Evet, kötü müzik, kötü konuşma şeytanların
çoğalmasına; rahmani müzik ve güzel konuşmalar meleklerin çoğalmasına sebep
olurlar... Özellikle
sesli Kur'an okumak, kelime-i tevhid, selat-ü selam getirmek adeta bir melek fabrikasıdır...
Kur’an tilavetiyle ve diğer mübarek sözlerle melekler vücut bulurlar... İşte
bunun için melekler kendilerine vesile olan insanlara çokça dua ederler... Şunu
belirtmekte fayda olacaktır: Meleklerin sınıfı – dereceleri olduğu için Kur’an sesiyle meydana gelen melekler birinci
sınıf ve Kurmay meleklerdir… Diğerleri sözün ve notanın güzelliğiyle ve
barındırdığı hakikatlere göre değer alır, sınıflanırlar…

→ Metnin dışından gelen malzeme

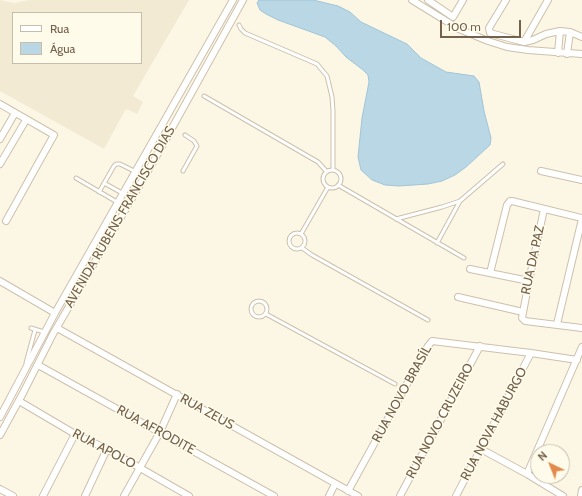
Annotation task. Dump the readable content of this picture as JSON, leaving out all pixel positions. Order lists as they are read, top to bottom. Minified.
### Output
{"streets":{"street":["AVENIDA RUBENS FRANCISCO DIAS","RUA DA PAZ","RUA NOVO BRASÍL","RUA ZEUS","RUA NOVO CRUZEIRO","RUA NOVA HABURGO","RUA AFRODITE","RUA APOLO"]},"crossings":[["AVENIDA RUBENS FRANCISCO DIAS","RUA ZEUS"],["AVENIDA RUBENS FRANCISCO DIAS","RUA AFRODITE"],["AVENIDA RUBENS FRANCISCO DIAS","RUA APOLO"],["RUA NOVO BRASÍL","RUA ZEUS"],["RUA NOVO BRASÍL","RUA NOVO CRUZEIRO"],["RUA NOVO BRASÍL","RUA NOVA HABURGO"]],"legend":["Rua","Água"],"scale_bar":"100 m","north":"top left"}
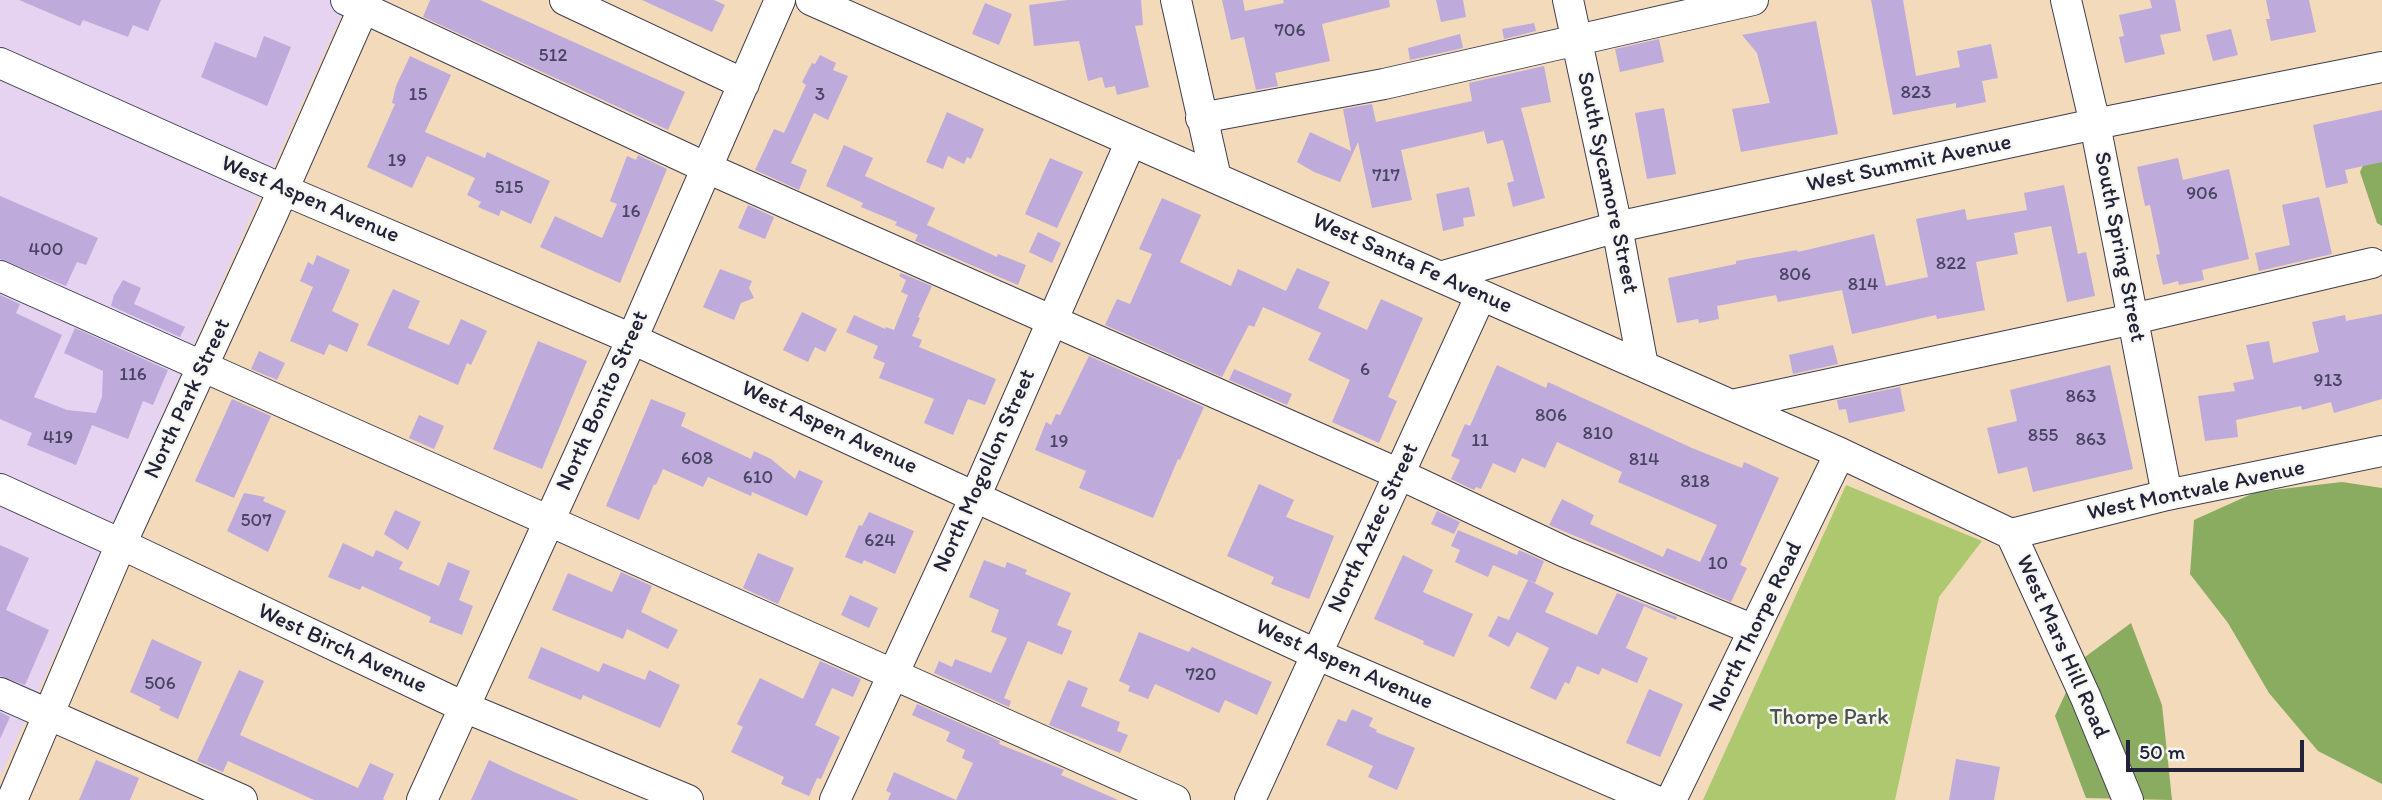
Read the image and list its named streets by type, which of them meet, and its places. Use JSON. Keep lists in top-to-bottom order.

Kitaro dinlerken, savrulan kum
tanelerinin kavurucu sıcağı ardından gelen serinletici dalgaları, Samanyolu
galaksisinin muhteşem bir orkestra oluşunu ve yıldızların ihtişamlı bir nizam ile
Allah’ın sonsuz kudretini ilan edişini hayal etmişimdir... “Taleal Bedru
Aleyna” dinlerken, bir peygambere kucak nasıl açılır, ev ve sofra nasıl açılır
ve O’nun Sünnet-i Seniyyesine nasıl ittibâ edilir işte bu duyguları yaşatarak ders
vermiştir; “Yandı bu gönlüm yandı bu gönlüm” ilahi aşkla yanmanın nasılda
parlattığını, gönüllere rahmet yağmasıyla güllerin ve çimenlerin açılışına şuur
sahibi etmiştir. “Adı güzel, kendi güzel Muhammed” söylerken – dinlerken bütün
güzelliklere vesile olan Hz. Peygamberimiz ve güzelliklerin menşei cemil-i Zülcelal
olduğunu hatıra getirmiştir. Hele birde sabah namazını kaçıranların kulağını
çeken güftesi ve sözü muazzam: “Uyan ey
gözlerim gafletten uyan / Uyan uykusu çok gözlerim uyan / Azrail'in kastı
canadır inan…” Vs.Gibi muhteşem
eserler, kapı – pencere kırar gibi; tencere tava devirir gibi müzikler yanında gerçekten
melek gibi kalıyor… Bu arada şunu da belirtmekte fayda var: İnsan eğeriman sahibi değilse ve namaz hayatına
direk olmamış ise müzik güzelde olsa ruha yaptığı tesir az olur. Belki sadece
müzik olduğu için dinler ve geçer... Bu
durum bile, her güzel şeyin, ancak imanla ve namazın verdiği şuurla çok daha
güzel olduğu hakikatini ortaya koyuyor... Batılıların en büyük bestekârları
– müzisyenleri eğer iman sahibi olsalardı, yaptıkları o muhteşem eserlerle, kâinatın
vahtaniyeti ilan eden bestesine şahitlik edip, başlarını secdeye götürürdüler…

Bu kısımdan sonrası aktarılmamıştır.